Ten minutes and then I have to go. I've had my shower, eaten, broken a glass and cut my leg and foot with shards, swept up most of it. Still need to dress, find pens and paper. I'm going to a quiz tonight. I used to really like going to quizzes but some of the social aspects ceased to be fun and I had to quit because life is too short to do things that aren't fun. I'm still not sure if it's good for me to be in crowds, even when we are organized to a purpose which sometimes makes it easier for me. It's just too many faces, smells, ideas, people I have to think about and think about being. 

I spent a great deal of my life creating it in such a way that it makes me happy and comfortable. Making the house nice, throwing out things I don't like, collecting things that please me. Only pursuing friendships that make me happy and letting the others drift. Finding jobs that have purpose and turning down work that feels pointless or wrong. It's hard to walk away from things that I CAN do but it is harder to curl in a ball of exhaustion at the end of the day, and ugly spaces and mean people and stupid work exhaust me, even when I can manage them all. 

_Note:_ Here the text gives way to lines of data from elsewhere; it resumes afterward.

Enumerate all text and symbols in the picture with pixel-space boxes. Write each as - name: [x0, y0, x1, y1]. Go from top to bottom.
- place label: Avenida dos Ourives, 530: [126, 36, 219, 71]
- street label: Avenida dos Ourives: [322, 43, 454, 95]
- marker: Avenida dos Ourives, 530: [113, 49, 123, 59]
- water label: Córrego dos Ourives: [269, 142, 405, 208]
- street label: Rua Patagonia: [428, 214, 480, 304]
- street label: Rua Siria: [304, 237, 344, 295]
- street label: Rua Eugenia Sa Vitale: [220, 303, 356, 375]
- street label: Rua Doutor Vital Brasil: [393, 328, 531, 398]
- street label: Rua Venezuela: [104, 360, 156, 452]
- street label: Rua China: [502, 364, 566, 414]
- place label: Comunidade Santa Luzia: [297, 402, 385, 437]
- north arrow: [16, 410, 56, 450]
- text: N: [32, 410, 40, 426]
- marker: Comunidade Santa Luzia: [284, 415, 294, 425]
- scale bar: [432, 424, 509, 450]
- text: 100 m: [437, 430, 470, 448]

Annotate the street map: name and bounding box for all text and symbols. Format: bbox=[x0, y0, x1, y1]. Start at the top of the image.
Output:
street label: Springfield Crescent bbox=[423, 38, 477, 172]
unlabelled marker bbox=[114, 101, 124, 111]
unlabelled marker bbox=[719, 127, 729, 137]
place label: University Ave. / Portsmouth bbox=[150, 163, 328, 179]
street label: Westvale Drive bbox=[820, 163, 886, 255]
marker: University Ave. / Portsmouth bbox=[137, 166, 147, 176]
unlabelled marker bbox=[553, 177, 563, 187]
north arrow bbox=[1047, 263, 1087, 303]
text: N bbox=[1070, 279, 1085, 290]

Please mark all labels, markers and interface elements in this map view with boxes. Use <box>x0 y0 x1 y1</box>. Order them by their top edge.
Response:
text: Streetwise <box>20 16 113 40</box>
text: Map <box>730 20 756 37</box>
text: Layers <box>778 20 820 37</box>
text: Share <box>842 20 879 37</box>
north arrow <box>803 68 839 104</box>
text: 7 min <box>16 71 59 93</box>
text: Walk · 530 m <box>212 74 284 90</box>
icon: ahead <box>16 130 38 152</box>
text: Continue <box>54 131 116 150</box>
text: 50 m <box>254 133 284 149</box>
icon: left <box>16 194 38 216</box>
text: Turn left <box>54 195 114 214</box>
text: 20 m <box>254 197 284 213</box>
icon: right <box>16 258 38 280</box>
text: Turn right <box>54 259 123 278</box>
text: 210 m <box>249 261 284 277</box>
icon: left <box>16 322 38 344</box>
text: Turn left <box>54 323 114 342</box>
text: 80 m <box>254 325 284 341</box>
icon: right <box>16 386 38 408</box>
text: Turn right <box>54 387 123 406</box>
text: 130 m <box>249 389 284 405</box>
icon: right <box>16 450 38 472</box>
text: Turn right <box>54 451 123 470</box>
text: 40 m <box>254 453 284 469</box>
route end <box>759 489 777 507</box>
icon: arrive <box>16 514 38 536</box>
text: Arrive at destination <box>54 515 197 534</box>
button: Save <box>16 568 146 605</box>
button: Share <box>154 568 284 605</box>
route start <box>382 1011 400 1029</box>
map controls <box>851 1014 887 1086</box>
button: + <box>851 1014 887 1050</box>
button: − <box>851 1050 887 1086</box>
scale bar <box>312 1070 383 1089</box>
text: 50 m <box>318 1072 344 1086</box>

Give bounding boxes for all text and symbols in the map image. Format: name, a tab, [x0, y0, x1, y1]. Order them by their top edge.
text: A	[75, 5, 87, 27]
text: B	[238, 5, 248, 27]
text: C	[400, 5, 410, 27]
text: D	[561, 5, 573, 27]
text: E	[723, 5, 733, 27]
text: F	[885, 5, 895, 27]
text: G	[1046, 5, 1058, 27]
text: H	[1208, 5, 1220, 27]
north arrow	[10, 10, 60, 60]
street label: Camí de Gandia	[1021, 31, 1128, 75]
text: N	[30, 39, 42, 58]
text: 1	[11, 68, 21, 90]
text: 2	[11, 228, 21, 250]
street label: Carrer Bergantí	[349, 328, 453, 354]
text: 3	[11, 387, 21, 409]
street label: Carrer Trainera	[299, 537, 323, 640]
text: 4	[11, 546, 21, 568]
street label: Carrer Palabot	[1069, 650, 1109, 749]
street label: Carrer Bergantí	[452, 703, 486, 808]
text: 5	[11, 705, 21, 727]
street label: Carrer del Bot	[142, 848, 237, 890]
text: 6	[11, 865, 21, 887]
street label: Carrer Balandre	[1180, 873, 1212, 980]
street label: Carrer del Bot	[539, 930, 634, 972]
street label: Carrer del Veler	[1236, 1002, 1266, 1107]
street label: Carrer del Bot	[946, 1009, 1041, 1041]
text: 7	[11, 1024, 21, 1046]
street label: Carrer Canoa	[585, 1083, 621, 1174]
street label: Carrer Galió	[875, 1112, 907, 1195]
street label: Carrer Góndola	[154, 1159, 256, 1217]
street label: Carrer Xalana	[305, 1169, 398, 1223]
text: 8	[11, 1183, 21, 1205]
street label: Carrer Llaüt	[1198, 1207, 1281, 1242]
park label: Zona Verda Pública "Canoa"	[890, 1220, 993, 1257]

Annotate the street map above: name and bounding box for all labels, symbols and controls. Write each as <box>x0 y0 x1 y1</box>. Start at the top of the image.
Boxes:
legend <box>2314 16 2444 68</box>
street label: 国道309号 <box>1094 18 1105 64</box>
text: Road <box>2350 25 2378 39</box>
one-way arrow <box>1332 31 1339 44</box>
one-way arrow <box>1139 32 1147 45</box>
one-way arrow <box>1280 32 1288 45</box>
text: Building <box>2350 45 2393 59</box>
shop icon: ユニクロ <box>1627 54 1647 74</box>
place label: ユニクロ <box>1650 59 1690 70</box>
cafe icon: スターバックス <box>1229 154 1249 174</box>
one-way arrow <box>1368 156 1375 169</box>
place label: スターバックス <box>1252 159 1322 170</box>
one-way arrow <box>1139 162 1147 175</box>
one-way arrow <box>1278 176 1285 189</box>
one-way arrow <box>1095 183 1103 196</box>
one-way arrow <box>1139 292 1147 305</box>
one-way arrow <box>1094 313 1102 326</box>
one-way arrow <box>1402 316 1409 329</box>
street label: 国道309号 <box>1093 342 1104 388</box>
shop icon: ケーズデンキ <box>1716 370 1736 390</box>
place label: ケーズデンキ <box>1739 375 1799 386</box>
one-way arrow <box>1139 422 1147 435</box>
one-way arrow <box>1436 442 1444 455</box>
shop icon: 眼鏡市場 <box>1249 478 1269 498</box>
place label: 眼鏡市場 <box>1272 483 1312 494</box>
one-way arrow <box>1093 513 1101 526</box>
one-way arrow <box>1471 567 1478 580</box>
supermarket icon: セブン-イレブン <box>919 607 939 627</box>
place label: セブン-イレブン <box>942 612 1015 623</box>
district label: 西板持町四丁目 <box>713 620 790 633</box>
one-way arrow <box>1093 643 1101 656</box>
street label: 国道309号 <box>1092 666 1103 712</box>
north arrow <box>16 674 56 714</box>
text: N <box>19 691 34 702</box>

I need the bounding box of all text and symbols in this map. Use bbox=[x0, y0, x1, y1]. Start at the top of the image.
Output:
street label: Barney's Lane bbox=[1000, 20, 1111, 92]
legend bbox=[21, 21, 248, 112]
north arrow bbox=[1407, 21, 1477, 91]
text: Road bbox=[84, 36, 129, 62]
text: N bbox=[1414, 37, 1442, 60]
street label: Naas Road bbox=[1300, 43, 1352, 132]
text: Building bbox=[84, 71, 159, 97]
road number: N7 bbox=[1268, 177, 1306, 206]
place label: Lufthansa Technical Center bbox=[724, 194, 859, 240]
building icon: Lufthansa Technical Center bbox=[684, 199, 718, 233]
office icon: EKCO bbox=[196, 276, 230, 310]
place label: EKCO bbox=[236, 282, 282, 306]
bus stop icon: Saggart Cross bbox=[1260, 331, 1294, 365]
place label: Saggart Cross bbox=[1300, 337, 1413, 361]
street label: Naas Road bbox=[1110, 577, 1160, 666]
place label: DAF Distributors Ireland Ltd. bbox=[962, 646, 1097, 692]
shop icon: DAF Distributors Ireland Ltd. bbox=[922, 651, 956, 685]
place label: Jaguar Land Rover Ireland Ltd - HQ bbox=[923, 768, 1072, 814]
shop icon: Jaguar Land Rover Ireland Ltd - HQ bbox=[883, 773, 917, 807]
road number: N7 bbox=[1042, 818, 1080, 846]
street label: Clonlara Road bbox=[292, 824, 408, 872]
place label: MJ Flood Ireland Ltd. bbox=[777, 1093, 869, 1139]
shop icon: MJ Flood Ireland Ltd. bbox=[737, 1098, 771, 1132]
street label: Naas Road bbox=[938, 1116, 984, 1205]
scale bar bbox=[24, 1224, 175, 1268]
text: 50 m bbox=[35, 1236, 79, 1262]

So now I feel like: Ok, I know what I need to avoid. And I am right that one should not do things that are not fun. But I still have maybe another 20 years to go and is this it? It is unlikely that I have found all the things that I DO like. So I try, stretch, reflect whether I've drawn my categories too broadly, like is it true that I don't like crowds or maybe I just don't like THAT crowd. I want to challenge myself to keep trying to be better at the game of being me. 

****

I went. There were dogs, yappy and fighting with each other, barking and echoing off the walls, and people walking around slamming the back of my chair, and a person with a microphone calling out thirty seconds, fifteen seconds, ten seconds, and I couldn't speak or even hear my own thoughts clearly. I think maybe I need to give up on being a quiz person. Sniff.

kiss my aspirations

Did you see the movie Moonstruck? Cher and Nicholas Cage. I remember very little of it, but there was a scene when an older man, distinguished university professor type, was out to dinner with a young woman who threw her drink in his face and stormed out. Olympia Dukakis* was watching and they started talking, she and the man. They were the same age, a little intellectual sparring, if I remember correctly, and he asks her to have an affair with him. It would have been a step forward for him, initiating a relationship with an equal, not some pretty young thing but someone who could challenge him without resorting to theatrics. And she refused. Why? he asked.

Because I know who I am.

And I thought: Oh, how much I would like to be there. To know myself so much that I don't have to save anybody. It seemed sort of impossible. At the time I was nineteen and very much in love with someone who told me at regular intervals that he didn't love me but seemed unable to let me go if it meant losing my friendship. Instead of breaking my heart in a good clean way he tapped away at it at intervals, breaking off slivers, until it was small enough I could hold it on the palm of my hand and even then I kept offering it to him every time he asked to see it. I could not imagine a future in which he would not be eventually redeemed by my love, I could not imagine a world in which knowing myself would come ahead of this consuming desire to love and to be loved.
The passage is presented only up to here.